The 2016 Internationaux de Tennis de Vendée was a professional tennis tournament played on hard courts. It was the fourth edition of the tournament which was part of the 2016 ATP Challenger Tour. It took place in Mouilleron-le-Captif, France between 7 and 13 November 2016.

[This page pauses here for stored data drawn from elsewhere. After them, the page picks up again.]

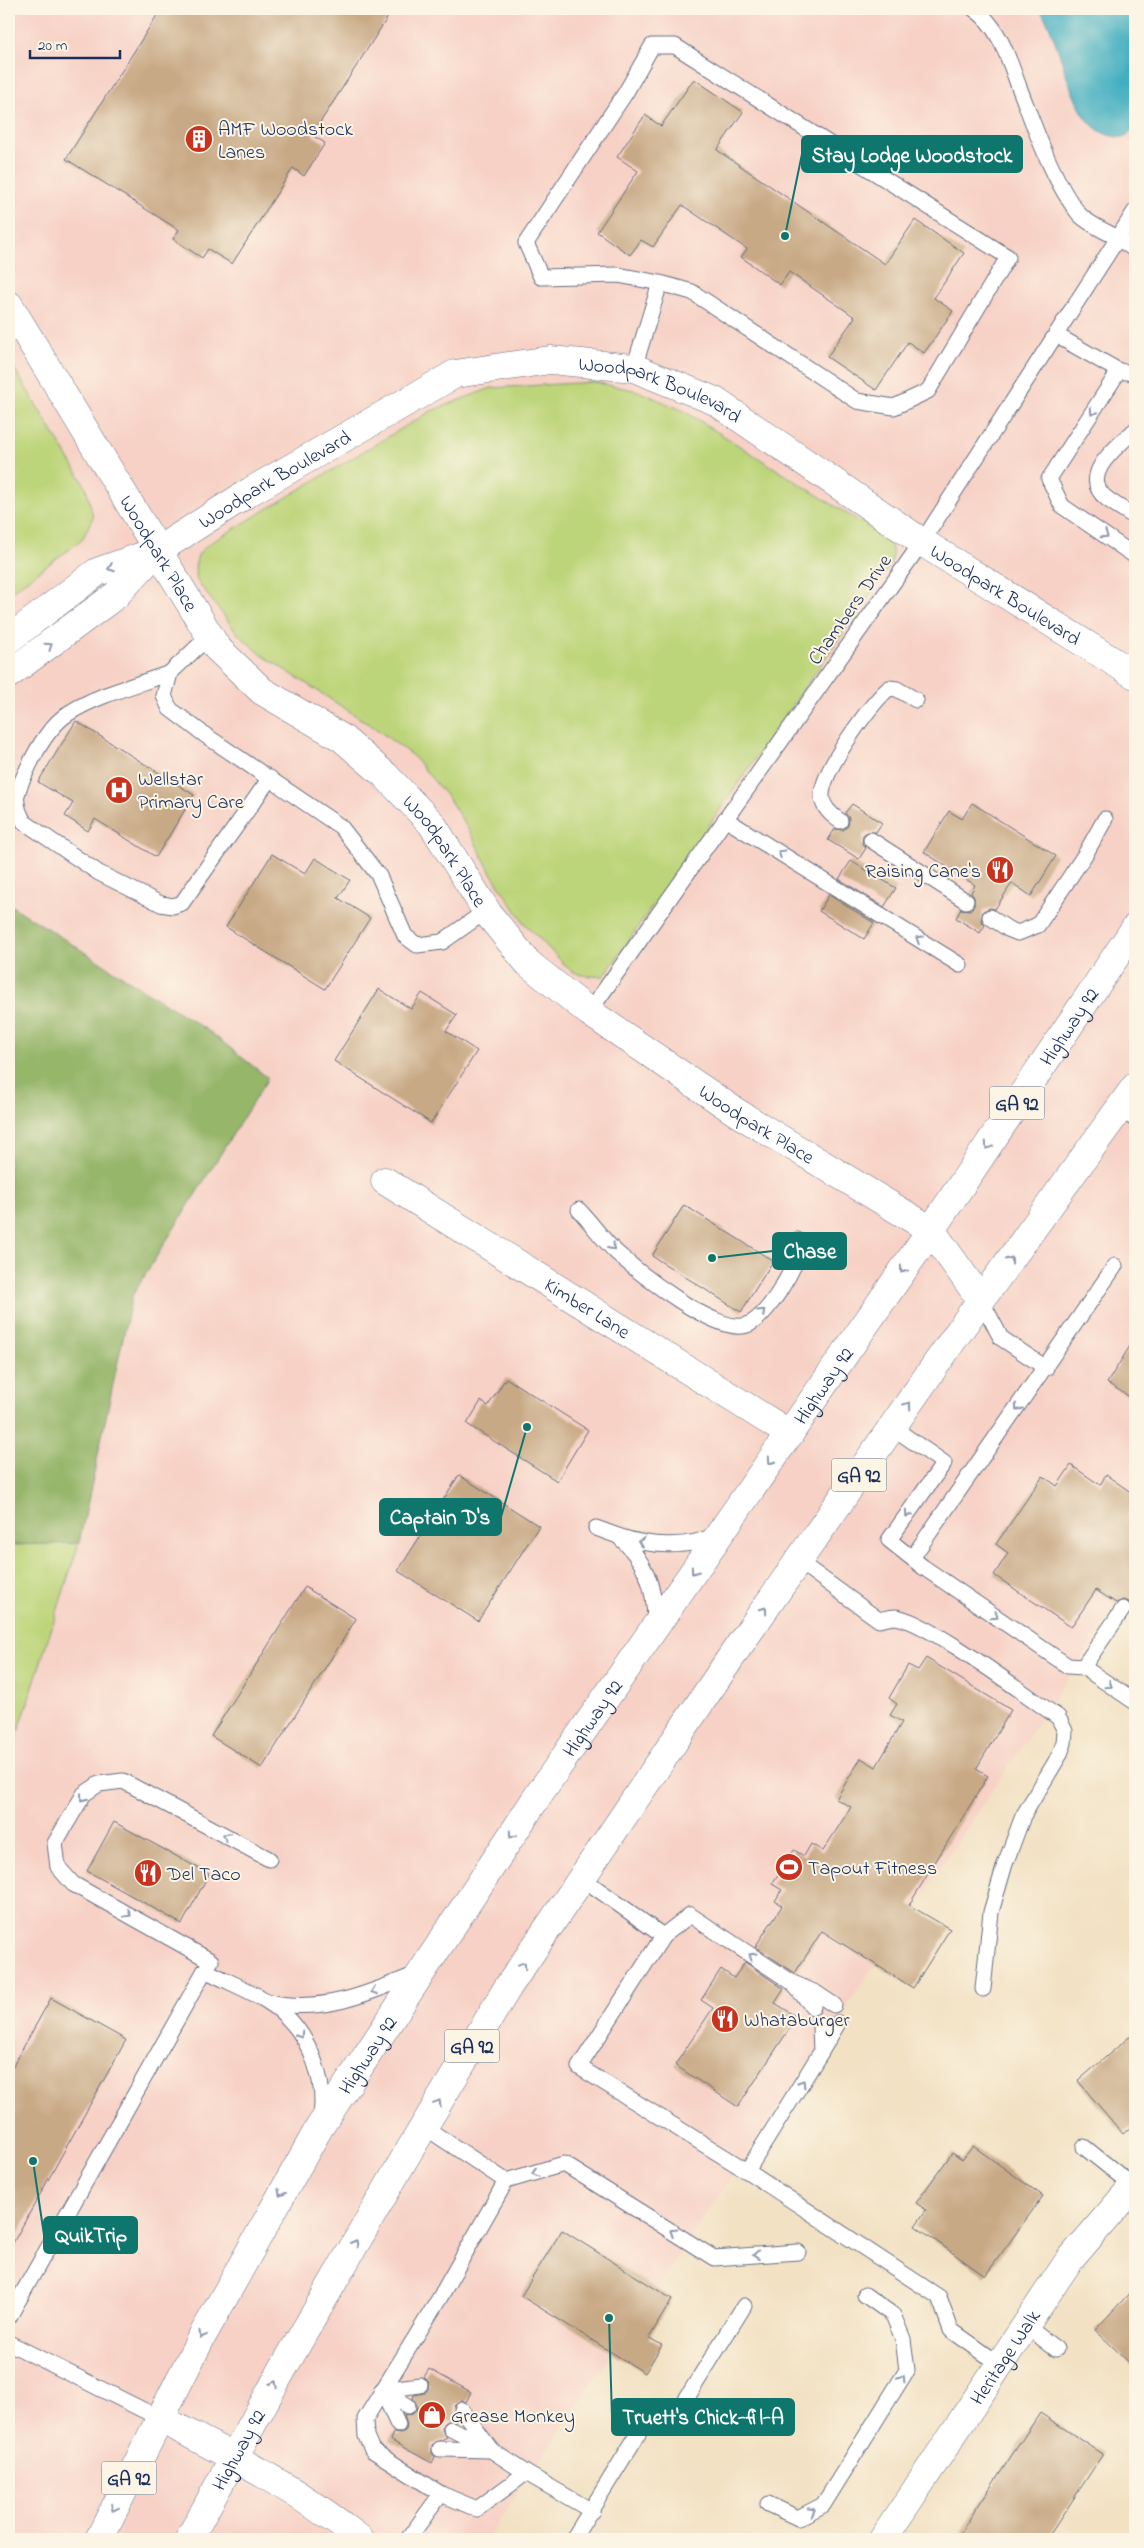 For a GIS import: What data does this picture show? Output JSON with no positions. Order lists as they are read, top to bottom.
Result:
{
  "streets": {
    "street": [
      "Woodpark Boulevard",
      "Woodpark Place",
      "Highway 92",
      "GA 92",
      "Kimber Lane",
      "Heritage Walk"
    ],
    "lane": ["Chambers Drive"]
  },
  "crossings": [
    ["Woodpark Boulevard", "Woodpark Place"],
    ["Woodpark Boulevard", "Chambers Drive"],
    ["Woodpark Place", "Chambers Drive"],
    ["Woodpark Place", "Highway 92"],
    ["Highway 92", "Kimber Lane"]
  ],
  "places": {
    "building": ["AMF Woodstock Lanes"],
    "other": [
      "Stay Lodge Woodstock",
      "Chase",
      "Captain D's",
      "QuikTrip",
      "Truett's Chick-fil-A"
    ],
    "hospital": ["Wellstar Primary Care"],
    "restaurant": ["Raising Cane's", "Del Taco", "Whataburger"],
    "sports": ["Tapout Fitness"],
    "shop": ["Grease Monkey"]
  },
  "scale_bar": "20 m"
}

==Singles main-draw entrants==

===Seeds===

| Country | Player | Rank^{1} | Seed |
|---|---|---|---|
| FRA | Benoît Paire | 45 | 1 |
| RUS | Mikhail Youzhny | 51 | 2 |
| FRA | Paul-Henri Mathieu | 67 | 3 |
| RUS | Konstantin Kravchuk | 79 | 4 |
| MDA | Radu Albot | 99 | 5 |
| GEO | Nikoloz Basilashvili | 101 | 6 |
| SUI | Marco Chiudinelli | 116 | 7 |
| GER | Tobias Kamke | 121 | 8 |

- ^{1} Rankings are as of October 31, 2016.

===Other entrants===
The following players received wildcards into the singles main draw:
- RUS Mikhail Youzhny
- FRA Geoffrey Blancaneaux
- FRA Corentin Moutet
- FRA Benoît Paire

The following player entered the main draw using a special exemption:
- AUS Alex De Minaur

The following players received entry from the qualifying draw:
- SUI Adrien Bossel
- FRA Rémi Boutillier
- FRA Calvin Hemery
- FRA Antoine Hoang

==Champions==

===Singles===

- FRA Julien Benneteau def. RUS Andrey Rublev, 7–5, 2–6, 6–3.

===Doubles===

- FRA Jonathan Eysseric / FRA Édouard Roger-Vasselin def. SWE Johan Brunström / SWE Andreas Siljeström 6–7^{(1–7)}, 7–6^{(7–3)}, [11–9].